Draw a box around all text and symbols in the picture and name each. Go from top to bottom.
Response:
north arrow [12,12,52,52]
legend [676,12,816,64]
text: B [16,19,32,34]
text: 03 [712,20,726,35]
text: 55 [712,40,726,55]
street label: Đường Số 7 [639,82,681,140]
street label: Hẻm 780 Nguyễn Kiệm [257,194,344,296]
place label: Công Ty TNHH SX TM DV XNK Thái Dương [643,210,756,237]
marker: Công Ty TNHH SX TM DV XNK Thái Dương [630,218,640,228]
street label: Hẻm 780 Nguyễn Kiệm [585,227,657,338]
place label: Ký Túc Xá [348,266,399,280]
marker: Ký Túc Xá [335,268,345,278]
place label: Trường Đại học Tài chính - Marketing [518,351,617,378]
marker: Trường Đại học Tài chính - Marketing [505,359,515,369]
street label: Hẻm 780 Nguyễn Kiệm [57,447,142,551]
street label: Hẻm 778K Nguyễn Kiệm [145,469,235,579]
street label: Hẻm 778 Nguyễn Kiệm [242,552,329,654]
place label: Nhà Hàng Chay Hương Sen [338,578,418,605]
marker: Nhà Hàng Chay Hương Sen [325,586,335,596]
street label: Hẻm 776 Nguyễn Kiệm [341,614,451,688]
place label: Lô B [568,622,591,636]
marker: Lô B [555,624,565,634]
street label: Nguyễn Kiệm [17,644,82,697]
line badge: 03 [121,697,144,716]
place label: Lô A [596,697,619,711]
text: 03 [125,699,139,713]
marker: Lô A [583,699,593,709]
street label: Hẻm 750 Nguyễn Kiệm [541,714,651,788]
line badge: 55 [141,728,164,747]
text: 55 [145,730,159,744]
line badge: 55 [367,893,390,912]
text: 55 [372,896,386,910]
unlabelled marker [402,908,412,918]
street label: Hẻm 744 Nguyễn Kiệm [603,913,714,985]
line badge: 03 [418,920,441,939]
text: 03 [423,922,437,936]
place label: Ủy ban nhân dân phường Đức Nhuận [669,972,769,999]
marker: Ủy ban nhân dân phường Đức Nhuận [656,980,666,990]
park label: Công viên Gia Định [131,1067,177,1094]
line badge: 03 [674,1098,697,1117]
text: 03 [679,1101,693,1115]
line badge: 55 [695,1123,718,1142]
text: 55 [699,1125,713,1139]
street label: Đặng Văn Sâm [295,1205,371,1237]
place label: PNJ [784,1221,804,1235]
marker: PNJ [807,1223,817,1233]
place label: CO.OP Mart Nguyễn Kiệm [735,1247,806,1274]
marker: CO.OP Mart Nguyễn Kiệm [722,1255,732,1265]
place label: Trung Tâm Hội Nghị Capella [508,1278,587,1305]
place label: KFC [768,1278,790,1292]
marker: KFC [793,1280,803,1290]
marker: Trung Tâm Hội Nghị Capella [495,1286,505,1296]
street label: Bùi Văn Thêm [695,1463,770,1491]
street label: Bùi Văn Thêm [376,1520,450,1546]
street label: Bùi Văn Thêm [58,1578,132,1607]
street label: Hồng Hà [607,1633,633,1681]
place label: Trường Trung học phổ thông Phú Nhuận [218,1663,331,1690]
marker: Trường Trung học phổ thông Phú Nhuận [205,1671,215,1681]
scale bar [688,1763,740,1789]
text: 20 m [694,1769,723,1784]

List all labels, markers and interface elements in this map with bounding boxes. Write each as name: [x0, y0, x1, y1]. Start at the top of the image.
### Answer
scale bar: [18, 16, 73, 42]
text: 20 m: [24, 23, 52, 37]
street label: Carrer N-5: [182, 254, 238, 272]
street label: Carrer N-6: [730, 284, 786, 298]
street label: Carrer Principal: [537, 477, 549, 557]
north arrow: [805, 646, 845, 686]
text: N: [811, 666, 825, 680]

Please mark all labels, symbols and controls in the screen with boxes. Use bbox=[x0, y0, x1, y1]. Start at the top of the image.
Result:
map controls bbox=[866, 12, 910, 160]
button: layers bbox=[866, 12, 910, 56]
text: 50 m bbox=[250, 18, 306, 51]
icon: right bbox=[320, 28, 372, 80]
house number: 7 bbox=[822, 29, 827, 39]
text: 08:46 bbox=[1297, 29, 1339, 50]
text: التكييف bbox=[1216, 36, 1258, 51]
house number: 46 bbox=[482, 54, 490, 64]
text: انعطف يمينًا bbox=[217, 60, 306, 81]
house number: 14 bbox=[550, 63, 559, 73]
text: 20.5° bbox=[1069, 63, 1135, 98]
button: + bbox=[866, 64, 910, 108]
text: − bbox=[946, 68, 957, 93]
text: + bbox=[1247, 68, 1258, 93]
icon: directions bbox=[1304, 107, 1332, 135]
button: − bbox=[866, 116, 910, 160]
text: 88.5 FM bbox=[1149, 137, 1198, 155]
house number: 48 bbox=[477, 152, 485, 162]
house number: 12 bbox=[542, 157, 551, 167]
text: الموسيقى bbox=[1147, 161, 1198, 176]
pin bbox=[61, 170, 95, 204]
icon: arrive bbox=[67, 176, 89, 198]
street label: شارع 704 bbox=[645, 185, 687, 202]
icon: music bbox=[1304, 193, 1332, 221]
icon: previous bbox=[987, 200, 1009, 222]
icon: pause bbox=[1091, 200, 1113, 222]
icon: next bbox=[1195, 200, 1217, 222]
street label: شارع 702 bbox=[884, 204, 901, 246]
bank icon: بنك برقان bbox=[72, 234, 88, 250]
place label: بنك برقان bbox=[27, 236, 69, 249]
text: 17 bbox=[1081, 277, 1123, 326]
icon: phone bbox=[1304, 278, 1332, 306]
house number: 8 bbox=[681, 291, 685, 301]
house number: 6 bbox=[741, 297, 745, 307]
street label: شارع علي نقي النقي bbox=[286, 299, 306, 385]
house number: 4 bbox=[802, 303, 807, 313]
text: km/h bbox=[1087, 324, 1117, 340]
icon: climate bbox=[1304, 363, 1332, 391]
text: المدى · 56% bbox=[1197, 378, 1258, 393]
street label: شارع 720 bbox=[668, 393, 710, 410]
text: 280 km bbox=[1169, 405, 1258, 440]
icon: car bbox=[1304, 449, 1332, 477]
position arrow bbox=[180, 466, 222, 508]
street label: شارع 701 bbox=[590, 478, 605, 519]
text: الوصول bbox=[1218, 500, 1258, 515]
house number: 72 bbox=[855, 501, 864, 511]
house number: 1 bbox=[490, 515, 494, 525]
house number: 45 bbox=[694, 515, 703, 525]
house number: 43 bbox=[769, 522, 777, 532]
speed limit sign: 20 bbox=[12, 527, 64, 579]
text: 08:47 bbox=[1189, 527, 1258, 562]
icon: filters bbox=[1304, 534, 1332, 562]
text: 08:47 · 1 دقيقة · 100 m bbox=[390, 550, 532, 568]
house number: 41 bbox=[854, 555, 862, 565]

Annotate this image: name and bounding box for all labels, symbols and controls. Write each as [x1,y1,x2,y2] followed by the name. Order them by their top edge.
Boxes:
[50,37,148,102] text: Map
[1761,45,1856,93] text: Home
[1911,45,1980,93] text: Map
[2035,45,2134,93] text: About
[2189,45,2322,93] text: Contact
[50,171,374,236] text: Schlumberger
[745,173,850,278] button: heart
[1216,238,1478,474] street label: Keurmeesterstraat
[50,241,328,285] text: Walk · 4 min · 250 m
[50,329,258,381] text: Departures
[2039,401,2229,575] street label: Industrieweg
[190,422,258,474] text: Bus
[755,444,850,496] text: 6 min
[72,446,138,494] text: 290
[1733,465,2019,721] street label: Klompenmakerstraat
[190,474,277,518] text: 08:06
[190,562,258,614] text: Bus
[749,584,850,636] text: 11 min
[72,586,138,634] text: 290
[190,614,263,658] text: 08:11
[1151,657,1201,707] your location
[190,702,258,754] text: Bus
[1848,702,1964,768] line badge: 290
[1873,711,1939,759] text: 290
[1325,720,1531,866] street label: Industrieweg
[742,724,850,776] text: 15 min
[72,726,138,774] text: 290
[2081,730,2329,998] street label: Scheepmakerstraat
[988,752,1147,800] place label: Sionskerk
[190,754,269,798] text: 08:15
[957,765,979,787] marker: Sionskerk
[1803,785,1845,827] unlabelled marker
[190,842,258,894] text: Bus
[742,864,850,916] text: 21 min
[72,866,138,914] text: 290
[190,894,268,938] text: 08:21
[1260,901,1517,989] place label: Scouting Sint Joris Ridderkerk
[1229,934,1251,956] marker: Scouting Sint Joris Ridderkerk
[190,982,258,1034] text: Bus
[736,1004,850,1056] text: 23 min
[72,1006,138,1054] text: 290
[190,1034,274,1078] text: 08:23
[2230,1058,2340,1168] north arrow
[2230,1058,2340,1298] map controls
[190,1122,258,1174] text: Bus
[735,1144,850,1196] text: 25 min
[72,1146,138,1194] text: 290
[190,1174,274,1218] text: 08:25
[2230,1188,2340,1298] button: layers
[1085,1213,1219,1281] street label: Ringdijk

What is needed: Going through the data above, return each line with the word "Nghị".

Finished exercise:
place label: Trung Tâm Hội Nghị Capella [508,1278,587,1305]
marker: Trung Tâm Hội Nghị Capella [495,1286,505,1296]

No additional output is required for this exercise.